Are we really only going to talk about one issue?
Please, that’s tedious, leaves you open to some well deserved ribbing, and it’s how Prohibition was passed (I think we’ve all learned from that mistake). Like most of us are wont to do in real life let us jump from subject to subject, share stories, describe our dreams and brilliant ideas that only an ample amount of drinking would allow us to divulge and share with another. That’s what this post is and, similarly to a regular conversation, feel free to change the subject and browse to another more beer-centric posting, whether through poking around or following one of several links sprinkled through the text (here’s an interesting tie-in with beer and the Dutch).
I don’t know about you but after a six pack (or six posts in this case) I usually deem myself witty, engaging, and a purveyor of interesting stories and amusing anecdotes. I become loquacious and expansive in my insightful commentary. It is also clear that those around me share this outlook, that they are more easily swayed by my charm which I normally, responsibly, and modestly keep at bay for fear of misusing its power. Dare I say that the barriers of language appear to melt away and those fortunate enough to be present in my company communicate as if by thought alone with words discarded nearly as soon as they’re spoken, disappearing leaving only the meaning behind.
But in recent months I’ve encountered an obstacle: actually living abroad. The mind meld I have grown accustomed to has been more difficult to come by. Forget for a moment that the Dutch all speak English (and without the unnecessary shithead attitude so finely cultivated by the French), which helps lighten the burden and ensures some exchange of earth shattering insights, one cannot help but feel bad that these people are not more fully exposed to my genius.
There is no off position on the genius switch. - David Letterman
It turns out that language remains a necessary bridge. I cannot bear the thought of withholding from these good people any longer. It is time I make a stronger effort at making myself understandable more completely and attempt to meet the adorably accented people of the Netherlands halfway.1 After all, the Dutch founded NYC, make damn good beer themselves, & having recently/temporarily/in-denial-about-the-whole-finality-of-the-prospect relocated to the land of various combinations of smoking and breakfast pastries I sorta, kinda, wanna, needta do this.
The objective: to learn some of the language and a bit about contemporary Dutch life. Where to turn? How about that item that was nearly killed off by the Internet: the newspaper? I’m in a particular part of the country, which translated to American-ese means “not in Amsterdam”, and I wanted to take that into consideration.

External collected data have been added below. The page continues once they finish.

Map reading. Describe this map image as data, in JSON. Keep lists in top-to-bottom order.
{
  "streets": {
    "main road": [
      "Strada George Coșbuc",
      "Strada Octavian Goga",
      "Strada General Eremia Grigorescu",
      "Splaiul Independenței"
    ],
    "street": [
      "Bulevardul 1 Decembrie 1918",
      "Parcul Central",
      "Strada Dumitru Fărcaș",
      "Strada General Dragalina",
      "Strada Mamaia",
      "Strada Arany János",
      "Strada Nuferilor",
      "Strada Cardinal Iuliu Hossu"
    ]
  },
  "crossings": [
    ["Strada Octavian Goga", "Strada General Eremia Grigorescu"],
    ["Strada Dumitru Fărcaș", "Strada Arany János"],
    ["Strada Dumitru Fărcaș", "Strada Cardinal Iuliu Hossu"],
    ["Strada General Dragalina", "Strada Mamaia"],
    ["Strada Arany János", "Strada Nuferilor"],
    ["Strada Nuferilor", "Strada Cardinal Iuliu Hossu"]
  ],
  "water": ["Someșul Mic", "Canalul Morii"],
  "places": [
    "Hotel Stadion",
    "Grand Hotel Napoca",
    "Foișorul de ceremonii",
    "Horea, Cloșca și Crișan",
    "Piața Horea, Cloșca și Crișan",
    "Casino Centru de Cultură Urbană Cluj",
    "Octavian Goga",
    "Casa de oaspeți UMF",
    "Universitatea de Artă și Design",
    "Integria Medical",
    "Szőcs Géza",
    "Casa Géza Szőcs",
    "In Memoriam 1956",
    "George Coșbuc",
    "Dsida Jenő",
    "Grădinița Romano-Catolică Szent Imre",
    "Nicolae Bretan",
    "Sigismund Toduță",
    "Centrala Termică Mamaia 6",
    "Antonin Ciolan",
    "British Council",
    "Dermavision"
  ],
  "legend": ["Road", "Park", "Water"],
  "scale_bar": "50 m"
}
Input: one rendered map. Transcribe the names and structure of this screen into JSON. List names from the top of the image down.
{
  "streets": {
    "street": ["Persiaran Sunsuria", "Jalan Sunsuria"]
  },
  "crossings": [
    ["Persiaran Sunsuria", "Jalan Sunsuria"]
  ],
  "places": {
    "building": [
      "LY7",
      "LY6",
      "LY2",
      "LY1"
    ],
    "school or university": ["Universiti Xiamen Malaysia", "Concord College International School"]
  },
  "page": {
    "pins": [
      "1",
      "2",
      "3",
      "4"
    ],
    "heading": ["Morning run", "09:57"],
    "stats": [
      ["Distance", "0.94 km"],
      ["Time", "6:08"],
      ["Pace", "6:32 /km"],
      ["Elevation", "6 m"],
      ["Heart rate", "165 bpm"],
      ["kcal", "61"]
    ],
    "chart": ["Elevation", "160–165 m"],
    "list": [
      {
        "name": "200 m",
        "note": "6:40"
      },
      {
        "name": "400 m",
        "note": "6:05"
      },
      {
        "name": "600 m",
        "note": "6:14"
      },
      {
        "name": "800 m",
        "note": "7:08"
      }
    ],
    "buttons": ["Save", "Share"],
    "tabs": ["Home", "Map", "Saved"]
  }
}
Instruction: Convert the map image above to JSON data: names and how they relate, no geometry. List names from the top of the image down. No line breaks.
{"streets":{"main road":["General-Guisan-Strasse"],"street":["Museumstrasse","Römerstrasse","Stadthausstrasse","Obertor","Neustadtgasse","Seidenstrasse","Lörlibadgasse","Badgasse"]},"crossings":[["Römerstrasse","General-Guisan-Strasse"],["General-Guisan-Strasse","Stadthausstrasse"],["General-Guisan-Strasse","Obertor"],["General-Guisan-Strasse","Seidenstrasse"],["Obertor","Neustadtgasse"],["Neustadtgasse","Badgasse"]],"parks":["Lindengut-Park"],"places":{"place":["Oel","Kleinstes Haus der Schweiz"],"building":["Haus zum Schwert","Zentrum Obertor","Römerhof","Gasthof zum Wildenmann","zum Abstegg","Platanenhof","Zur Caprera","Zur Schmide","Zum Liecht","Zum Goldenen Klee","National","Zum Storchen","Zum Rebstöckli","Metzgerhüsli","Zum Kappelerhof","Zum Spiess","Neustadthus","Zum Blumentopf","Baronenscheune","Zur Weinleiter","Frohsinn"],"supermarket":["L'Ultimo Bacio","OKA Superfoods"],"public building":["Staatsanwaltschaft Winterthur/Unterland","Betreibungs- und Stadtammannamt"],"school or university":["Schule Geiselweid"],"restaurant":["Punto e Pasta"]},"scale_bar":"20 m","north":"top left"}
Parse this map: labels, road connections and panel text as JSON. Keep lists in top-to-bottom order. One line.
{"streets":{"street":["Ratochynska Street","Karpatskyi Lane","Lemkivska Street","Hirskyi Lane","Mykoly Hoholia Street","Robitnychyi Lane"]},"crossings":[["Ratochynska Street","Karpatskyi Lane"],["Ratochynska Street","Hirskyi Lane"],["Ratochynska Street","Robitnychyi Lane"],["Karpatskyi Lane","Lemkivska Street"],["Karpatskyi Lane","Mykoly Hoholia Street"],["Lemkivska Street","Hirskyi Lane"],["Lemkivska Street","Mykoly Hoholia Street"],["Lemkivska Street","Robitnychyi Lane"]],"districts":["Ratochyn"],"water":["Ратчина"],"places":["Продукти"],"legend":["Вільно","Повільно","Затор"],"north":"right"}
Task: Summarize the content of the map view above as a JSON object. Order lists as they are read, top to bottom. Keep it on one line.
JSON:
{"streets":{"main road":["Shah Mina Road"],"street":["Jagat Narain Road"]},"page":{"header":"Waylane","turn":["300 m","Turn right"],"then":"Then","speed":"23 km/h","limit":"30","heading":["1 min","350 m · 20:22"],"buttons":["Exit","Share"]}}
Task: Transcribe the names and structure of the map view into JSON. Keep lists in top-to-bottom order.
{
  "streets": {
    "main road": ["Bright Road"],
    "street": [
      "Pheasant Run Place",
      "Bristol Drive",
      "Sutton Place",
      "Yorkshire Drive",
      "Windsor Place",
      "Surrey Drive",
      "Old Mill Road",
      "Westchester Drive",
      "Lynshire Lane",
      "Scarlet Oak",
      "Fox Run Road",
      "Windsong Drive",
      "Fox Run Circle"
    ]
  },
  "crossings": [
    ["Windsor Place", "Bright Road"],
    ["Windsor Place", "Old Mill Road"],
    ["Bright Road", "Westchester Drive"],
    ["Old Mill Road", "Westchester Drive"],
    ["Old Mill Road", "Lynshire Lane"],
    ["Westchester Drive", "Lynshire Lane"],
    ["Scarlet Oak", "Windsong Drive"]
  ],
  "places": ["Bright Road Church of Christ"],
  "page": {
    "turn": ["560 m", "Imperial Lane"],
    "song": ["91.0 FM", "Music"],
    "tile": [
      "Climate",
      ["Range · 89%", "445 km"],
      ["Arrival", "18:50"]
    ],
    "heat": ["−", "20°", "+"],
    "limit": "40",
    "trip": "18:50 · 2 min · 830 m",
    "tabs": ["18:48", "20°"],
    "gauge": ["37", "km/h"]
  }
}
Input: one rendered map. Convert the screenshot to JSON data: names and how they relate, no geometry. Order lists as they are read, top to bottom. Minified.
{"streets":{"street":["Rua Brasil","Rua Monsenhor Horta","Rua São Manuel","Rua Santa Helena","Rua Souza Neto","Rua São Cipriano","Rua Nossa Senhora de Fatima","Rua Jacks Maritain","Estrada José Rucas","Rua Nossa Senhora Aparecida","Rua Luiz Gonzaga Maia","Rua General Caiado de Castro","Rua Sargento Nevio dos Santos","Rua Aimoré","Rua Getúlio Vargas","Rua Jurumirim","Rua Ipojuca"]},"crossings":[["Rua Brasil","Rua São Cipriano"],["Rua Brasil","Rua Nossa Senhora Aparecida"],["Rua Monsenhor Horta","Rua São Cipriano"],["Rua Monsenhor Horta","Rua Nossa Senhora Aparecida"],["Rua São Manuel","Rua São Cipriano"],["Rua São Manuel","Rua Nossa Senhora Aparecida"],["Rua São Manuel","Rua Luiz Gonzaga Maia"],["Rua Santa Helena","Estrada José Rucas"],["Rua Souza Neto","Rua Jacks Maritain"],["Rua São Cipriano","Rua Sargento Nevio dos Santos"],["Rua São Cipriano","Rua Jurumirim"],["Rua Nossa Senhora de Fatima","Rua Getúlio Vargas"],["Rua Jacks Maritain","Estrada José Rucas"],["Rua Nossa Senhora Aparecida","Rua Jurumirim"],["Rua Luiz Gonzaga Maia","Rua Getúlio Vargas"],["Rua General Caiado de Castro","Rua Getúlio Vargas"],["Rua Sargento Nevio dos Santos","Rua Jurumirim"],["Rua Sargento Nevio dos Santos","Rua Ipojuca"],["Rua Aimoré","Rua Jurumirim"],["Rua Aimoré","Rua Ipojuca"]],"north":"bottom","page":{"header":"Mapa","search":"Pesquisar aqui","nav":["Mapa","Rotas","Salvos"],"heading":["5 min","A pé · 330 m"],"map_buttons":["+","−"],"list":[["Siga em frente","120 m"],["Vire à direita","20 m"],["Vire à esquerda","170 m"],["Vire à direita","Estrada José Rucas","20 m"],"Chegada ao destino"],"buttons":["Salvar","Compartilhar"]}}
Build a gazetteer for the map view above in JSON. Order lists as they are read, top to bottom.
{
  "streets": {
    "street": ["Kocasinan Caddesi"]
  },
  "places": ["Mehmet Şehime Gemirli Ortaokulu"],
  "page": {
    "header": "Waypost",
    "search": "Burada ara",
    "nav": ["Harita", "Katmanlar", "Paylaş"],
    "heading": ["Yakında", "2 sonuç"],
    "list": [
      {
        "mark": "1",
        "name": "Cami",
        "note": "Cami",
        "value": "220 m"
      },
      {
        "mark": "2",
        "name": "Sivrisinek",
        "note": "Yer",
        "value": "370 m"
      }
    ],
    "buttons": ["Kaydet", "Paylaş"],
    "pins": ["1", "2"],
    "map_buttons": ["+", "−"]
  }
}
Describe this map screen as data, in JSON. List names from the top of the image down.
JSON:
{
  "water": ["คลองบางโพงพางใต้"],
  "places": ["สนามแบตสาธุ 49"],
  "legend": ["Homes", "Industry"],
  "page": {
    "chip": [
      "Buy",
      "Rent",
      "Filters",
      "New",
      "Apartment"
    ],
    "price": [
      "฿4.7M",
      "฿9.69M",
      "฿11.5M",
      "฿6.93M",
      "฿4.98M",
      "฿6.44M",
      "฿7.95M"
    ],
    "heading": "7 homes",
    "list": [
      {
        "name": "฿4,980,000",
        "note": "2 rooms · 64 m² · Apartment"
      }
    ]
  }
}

Why not use another resource, one that replaced an actual internet casualty: Wikipedia.
Regional Dutch newspapers:
Data Source: Wikipedia
I volunteered one of the above publications to be my vic-, source, and proceeded to pull three front page stories each day, 2-3 times a day, for 4 weeks. The idea was to capture all article text plus some metadata characteristics: date, time, subject classification, and map coordinates where applicable.
As Easy as 1-2-3 (een-twee-drie)?
Simple and too easy? Not completely. There was a good amount of legwork needed. My three-pronged approach to this exercise: word count, bigrams, and term frequency - inverse document frequency (tf-idf). I thought each of these methods would be helpful in finding out more about Dutch and possibly where to start with the language. But before all that I would need to identify stop words.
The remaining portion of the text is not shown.